#### WHAT THE TASK REQUIRES
Write out the entries below exactly as they stand. Skip every image.

#### DATA EXTRACT
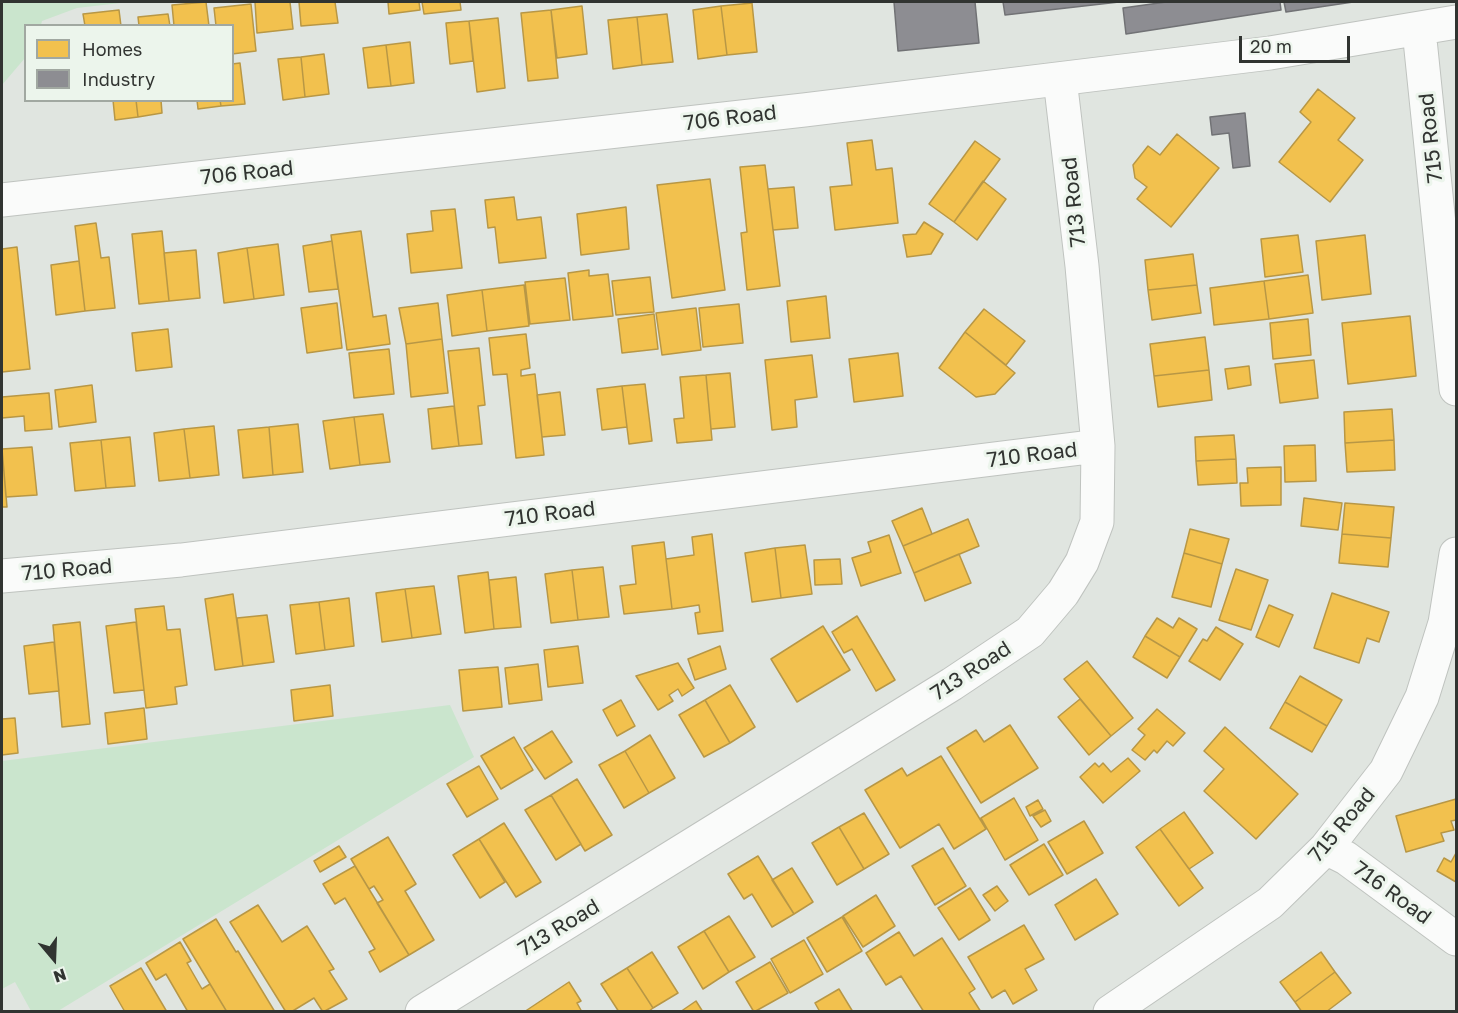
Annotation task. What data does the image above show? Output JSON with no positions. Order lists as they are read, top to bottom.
{
  "streets": {
    "street": [
      "706 Road",
      "715 Road",
      "713 Road",
      "710 Road",
      "716 Road"
    ]
  },
  "crossings": [
    ["706 Road", "715 Road"],
    ["706 Road", "713 Road"],
    ["715 Road", "716 Road"],
    ["713 Road", "710 Road"]
  ],
  "legend": ["Homes", "Industry"],
  "scale_bar": "20 m",
  "north": "bottom"
}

#### RESPONSE FOR THIS EXERCISE
Annotation task. What data does the image above show? Output JSON with no positions. Order lists as they are read, top to bottom.
{
  "streets": {
    "street": [
      "706 Road",
      "715 Road",
      "713 Road",
      "710 Road",
      "716 Road"
    ]
  },
  "crossings": [
    ["706 Road", "715 Road"],
    ["706 Road", "713 Road"],
    ["715 Road", "716 Road"],
    ["713 Road", "710 Road"]
  ],
  "legend": ["Homes", "Industry"],
  "scale_bar": "20 m",
  "north": "bottom"
}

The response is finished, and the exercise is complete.